[Stored items]

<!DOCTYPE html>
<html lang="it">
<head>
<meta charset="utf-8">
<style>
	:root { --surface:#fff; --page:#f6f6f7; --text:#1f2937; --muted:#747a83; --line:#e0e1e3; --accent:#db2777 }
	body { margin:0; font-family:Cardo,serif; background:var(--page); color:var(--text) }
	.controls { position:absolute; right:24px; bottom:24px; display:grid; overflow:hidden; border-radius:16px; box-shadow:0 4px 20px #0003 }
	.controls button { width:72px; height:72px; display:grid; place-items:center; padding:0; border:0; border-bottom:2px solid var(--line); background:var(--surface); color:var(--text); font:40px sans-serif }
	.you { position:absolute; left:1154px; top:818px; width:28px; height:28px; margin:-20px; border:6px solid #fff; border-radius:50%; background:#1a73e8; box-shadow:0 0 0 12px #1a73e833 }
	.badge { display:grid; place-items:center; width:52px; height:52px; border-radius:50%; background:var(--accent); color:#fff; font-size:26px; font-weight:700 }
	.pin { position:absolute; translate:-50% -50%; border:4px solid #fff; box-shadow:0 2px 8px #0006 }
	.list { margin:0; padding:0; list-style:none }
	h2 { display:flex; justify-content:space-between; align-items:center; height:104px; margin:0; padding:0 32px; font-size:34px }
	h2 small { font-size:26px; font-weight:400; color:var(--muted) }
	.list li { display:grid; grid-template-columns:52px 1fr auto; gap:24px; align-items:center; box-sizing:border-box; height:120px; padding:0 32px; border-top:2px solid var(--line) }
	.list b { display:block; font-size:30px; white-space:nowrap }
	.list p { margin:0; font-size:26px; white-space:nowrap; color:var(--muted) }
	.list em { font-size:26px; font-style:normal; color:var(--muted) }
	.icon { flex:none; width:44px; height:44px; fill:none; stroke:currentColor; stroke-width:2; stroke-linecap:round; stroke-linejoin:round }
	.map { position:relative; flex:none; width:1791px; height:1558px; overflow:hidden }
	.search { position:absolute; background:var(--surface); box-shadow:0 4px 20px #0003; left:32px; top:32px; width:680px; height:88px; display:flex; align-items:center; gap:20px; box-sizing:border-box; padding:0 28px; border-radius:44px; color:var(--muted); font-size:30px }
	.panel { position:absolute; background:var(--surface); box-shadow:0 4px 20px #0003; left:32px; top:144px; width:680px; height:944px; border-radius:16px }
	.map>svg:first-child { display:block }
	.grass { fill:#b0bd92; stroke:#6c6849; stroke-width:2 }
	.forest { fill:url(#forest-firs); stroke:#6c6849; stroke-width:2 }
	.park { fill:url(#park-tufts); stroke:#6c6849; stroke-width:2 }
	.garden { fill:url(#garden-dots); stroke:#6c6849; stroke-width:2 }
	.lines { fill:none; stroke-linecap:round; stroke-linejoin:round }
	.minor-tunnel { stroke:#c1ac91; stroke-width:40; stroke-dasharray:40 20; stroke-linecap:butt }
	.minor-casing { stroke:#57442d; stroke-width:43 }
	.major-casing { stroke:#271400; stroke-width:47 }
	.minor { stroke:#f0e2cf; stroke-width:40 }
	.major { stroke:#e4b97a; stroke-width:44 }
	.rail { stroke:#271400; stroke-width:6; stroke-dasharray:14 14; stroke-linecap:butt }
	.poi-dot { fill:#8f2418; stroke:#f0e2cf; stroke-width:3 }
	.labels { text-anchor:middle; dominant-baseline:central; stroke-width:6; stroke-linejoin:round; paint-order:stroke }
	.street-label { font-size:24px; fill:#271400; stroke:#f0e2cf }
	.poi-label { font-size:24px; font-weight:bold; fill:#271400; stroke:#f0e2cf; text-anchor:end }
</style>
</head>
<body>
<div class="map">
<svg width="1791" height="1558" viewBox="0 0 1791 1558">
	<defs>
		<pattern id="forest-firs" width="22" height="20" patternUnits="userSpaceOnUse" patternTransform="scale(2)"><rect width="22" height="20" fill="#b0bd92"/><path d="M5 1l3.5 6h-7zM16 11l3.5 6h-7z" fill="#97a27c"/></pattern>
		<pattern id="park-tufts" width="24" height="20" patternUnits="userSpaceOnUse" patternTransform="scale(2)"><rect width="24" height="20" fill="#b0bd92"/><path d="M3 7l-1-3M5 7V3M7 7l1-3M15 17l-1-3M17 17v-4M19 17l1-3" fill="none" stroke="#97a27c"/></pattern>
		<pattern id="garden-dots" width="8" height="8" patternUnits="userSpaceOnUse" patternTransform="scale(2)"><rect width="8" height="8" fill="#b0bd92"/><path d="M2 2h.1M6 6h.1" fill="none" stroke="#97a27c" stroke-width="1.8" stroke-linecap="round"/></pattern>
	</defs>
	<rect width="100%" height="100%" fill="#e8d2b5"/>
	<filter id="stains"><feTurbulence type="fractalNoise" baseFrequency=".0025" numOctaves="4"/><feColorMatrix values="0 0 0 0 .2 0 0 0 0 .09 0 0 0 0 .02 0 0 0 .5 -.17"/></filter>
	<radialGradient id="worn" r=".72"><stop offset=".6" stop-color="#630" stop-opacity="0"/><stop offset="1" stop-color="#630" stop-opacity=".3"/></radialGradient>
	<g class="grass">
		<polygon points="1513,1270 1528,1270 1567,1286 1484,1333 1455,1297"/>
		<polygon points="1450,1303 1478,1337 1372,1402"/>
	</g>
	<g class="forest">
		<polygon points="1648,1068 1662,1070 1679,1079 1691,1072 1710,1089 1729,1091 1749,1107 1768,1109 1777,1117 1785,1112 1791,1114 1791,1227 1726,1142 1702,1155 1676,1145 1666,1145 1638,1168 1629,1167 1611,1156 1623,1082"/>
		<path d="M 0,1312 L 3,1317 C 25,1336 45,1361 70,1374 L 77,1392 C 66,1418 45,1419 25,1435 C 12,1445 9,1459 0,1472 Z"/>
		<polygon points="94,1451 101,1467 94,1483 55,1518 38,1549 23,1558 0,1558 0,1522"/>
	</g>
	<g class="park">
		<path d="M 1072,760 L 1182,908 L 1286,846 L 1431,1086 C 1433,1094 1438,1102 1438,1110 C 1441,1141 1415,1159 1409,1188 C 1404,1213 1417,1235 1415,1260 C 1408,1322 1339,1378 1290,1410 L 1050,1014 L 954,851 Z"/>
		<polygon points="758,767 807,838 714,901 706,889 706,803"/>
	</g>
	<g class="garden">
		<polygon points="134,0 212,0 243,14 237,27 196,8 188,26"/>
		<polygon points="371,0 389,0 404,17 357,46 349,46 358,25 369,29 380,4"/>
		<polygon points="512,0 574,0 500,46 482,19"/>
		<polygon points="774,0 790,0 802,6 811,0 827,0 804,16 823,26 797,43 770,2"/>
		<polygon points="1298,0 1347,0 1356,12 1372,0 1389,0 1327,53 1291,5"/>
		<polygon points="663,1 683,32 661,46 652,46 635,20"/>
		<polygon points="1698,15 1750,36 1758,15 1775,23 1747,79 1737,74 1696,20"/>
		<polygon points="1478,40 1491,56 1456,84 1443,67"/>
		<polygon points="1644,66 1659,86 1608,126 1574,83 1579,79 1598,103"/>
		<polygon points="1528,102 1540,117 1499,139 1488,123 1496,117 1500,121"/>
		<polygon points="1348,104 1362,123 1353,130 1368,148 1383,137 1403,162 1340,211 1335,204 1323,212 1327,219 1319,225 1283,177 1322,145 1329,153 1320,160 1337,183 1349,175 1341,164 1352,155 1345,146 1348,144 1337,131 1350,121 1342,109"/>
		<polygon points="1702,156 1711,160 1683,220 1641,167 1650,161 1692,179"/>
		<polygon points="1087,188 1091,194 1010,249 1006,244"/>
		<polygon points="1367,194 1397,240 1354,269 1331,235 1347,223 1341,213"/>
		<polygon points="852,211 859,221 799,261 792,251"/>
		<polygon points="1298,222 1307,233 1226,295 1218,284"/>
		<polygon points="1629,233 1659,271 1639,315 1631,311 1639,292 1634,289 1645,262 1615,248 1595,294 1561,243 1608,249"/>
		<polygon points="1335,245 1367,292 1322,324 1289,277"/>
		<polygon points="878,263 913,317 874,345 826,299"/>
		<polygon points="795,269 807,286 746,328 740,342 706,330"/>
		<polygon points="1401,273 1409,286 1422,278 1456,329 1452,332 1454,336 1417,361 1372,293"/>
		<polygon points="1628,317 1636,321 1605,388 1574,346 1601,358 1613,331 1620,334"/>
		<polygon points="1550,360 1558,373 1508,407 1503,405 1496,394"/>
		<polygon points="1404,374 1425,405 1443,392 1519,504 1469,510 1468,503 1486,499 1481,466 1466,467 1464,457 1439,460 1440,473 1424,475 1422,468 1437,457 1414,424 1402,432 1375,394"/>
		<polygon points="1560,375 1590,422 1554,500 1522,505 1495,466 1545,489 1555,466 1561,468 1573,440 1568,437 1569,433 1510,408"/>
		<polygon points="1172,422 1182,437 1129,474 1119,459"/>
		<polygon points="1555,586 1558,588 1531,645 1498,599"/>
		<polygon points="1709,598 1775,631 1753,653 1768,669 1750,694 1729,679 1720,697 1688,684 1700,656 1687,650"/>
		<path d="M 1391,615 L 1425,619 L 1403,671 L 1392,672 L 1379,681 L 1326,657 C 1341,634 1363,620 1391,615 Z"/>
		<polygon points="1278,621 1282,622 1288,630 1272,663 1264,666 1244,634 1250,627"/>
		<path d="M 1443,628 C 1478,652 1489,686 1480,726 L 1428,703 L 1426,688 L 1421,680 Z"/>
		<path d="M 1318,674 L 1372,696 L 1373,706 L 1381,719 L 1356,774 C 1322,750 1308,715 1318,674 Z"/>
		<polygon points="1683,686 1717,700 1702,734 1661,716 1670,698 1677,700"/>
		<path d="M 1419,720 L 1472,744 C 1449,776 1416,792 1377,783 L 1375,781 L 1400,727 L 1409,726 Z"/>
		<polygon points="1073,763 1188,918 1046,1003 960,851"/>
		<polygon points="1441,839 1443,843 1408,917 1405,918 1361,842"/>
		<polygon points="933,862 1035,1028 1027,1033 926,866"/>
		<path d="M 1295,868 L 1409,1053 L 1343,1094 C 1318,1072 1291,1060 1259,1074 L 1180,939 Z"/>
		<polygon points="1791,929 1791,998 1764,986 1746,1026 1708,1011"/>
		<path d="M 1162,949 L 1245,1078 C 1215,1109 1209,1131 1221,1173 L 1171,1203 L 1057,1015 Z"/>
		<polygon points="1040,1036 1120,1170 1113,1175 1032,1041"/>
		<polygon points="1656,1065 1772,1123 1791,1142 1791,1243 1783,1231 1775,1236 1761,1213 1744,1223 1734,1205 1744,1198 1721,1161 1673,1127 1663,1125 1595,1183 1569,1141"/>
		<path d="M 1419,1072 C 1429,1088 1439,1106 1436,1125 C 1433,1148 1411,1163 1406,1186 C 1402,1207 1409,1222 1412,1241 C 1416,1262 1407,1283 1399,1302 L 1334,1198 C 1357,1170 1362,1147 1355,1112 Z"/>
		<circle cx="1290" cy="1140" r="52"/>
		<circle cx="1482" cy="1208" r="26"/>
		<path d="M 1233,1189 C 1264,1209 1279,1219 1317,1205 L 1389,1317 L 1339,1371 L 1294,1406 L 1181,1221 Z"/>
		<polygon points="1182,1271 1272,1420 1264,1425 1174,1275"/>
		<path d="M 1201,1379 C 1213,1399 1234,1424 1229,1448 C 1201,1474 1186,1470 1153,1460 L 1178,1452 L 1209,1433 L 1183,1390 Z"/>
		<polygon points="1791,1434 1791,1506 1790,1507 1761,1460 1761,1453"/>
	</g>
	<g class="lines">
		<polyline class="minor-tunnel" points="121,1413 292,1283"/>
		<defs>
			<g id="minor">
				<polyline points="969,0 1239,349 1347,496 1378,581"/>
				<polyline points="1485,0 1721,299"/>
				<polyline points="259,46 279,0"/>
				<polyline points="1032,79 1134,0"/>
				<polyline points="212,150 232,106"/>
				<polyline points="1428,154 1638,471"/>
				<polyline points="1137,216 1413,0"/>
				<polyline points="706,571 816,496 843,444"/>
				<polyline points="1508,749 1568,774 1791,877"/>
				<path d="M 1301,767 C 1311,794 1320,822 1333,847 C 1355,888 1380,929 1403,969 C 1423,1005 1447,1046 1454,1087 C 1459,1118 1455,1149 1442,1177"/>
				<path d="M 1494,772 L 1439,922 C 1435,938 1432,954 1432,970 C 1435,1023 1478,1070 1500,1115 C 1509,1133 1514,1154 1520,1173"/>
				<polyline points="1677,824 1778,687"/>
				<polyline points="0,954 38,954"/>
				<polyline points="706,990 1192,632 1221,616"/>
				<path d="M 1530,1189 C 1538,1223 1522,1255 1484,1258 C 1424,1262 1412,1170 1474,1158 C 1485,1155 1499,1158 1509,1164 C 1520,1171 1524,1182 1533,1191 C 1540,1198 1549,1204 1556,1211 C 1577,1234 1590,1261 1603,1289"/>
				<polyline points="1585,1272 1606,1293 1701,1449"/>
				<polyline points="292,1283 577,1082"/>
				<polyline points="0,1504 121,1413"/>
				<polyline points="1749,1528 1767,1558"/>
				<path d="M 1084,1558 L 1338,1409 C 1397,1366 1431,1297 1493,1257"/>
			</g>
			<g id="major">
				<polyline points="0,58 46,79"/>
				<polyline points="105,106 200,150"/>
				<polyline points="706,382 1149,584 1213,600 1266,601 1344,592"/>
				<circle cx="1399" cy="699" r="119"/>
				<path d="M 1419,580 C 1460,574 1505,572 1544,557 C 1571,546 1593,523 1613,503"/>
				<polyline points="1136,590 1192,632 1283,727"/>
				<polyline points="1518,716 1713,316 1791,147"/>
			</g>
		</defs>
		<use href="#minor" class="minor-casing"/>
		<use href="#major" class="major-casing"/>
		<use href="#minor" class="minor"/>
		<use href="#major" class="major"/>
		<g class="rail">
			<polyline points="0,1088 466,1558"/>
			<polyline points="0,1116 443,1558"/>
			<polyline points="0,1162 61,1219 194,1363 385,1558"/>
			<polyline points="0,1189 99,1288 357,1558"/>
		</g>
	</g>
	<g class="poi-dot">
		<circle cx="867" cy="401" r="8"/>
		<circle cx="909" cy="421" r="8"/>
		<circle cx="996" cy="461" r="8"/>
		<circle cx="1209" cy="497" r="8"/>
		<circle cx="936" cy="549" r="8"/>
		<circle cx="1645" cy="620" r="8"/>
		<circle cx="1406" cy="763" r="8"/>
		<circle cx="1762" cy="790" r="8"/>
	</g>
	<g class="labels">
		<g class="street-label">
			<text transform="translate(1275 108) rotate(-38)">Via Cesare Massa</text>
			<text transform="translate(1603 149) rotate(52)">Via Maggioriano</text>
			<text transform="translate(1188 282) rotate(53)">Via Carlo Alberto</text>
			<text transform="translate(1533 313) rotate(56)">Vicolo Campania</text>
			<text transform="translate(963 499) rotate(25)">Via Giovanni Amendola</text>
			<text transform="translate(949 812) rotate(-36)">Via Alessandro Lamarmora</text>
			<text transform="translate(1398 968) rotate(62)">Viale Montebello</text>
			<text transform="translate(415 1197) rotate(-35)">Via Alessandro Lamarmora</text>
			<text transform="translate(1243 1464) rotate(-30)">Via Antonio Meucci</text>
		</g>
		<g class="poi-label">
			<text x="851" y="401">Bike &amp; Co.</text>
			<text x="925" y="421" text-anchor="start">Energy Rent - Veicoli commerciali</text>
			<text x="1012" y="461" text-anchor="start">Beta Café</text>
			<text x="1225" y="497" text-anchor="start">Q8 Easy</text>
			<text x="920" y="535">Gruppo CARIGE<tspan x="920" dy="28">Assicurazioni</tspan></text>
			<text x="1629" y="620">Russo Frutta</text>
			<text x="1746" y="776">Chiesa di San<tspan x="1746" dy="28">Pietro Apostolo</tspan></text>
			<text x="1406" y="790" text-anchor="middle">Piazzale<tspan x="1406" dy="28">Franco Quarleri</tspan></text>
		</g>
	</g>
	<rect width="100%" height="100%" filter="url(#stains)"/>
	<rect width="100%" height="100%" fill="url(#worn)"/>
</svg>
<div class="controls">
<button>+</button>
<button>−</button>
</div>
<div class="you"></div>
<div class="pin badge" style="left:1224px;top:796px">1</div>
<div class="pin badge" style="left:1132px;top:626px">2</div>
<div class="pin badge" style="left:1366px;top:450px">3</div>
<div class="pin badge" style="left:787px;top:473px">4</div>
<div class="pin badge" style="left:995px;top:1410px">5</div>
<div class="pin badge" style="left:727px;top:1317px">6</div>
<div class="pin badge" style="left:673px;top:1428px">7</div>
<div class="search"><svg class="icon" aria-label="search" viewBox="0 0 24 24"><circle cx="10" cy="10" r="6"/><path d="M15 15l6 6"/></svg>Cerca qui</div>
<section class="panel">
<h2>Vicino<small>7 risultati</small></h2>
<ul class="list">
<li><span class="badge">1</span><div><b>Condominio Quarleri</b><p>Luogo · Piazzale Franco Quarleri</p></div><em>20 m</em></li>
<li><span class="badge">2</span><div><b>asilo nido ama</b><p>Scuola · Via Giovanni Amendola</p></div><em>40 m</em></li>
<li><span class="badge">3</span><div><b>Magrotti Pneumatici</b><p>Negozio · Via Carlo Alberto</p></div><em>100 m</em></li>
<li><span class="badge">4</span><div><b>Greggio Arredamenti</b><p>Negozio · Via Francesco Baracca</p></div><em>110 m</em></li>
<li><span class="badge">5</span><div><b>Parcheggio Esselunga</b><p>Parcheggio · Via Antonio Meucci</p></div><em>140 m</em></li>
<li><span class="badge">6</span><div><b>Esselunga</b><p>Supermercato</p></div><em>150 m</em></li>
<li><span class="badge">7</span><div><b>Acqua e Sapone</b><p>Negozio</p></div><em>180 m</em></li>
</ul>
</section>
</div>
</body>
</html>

• **Directions for this task**
Nothing but the lines above from the one containing "display:block; font-size:30px; white-space:nowrap" through the one containing "#0003; left:32px; top:144px;" should appear in the answer, each repeated exactly.

• **Task answer**
	.list b { display:block; font-size:30px; white-space:nowrap }
	.list p { margin:0; font-size:26px; white-space:nowrap; color:var(--muted) }
	.list em { font-size:26px; font-style:normal; color:var(--muted) }
	.icon { flex:none; width:44px; height:44px; fill:none; stroke:currentColor; stroke-width:2; stroke-linecap:round; stroke-linejoin:round }
	.map { position:relative; flex:none; width:1791px; height:1558px; overflow:hidden }
	.search { position:absolute; background:var(--surface); box-shadow:0 4px 20px #0003; left:32px; top:32px; width:680px; height:88px; display:flex; align-items:center; gap:20px; box-sizing:border-box; padding:0 28px; border-radius:44px; color:var(--muted); font-size:30px }
	.panel { position:absolute; background:var(--surface); box-shadow:0 4px 20px #0003; left:32px; top:144px; width:680px; height:944px; border-radius:16px }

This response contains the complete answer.